The goal is to restate all of the records below word for word.
--------------------
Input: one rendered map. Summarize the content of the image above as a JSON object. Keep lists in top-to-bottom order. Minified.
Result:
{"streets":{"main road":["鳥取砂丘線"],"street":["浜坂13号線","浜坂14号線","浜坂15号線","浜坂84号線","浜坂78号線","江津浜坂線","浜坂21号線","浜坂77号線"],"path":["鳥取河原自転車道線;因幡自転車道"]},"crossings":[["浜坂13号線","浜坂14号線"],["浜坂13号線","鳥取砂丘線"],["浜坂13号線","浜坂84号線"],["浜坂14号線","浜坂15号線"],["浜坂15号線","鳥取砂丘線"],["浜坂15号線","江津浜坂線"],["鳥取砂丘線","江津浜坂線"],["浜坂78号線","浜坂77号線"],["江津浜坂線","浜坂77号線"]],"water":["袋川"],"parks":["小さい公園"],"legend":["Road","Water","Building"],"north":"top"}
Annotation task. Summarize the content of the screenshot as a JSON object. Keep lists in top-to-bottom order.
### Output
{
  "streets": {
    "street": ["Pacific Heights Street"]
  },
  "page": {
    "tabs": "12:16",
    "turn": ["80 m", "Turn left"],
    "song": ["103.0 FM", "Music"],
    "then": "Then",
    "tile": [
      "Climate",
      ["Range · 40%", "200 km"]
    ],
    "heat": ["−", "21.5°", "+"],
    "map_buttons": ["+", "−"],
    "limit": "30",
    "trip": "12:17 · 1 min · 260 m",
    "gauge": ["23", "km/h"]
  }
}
--------------------
**REPLY:**
Input: one rendered map. Summarize the content of the image above as a JSON object. Keep lists in top-to-bottom order. Minified.
Result:
{"streets":{"main road":["鳥取砂丘線"],"street":["浜坂13号線","浜坂14号線","浜坂15号線","浜坂84号線","浜坂78号線","江津浜坂線","浜坂21号線","浜坂77号線"],"path":["鳥取河原自転車道線;因幡自転車道"]},"crossings":[["浜坂13号線","浜坂14号線"],["浜坂13号線","鳥取砂丘線"],["浜坂13号線","浜坂84号線"],["浜坂14号線","浜坂15号線"],["浜坂15号線","鳥取砂丘線"],["浜坂15号線","江津浜坂線"],["鳥取砂丘線","江津浜坂線"],["浜坂78号線","浜坂77号線"],["江津浜坂線","浜坂77号線"]],"water":["袋川"],"parks":["小さい公園"],"legend":["Road","Water","Building"],"north":"top"}
Annotation task. Summarize the content of the screenshot as a JSON object. Keep lists in top-to-bottom order.
### Output
{
  "streets": {
    "street": ["Pacific Heights Street"]
  },
  "page": {
    "tabs": "12:16",
    "turn": ["80 m", "Turn left"],
    "song": ["103.0 FM", "Music"],
    "then": "Then",
    "tile": [
      "Climate",
      ["Range · 40%", "200 km"]
    ],
    "heat": ["−", "21.5°", "+"],
    "map_buttons": ["+", "−"],
    "limit": "30",
    "trip": "12:17 · 1 min · 260 m",
    "gauge": ["23", "km/h"]
  }
}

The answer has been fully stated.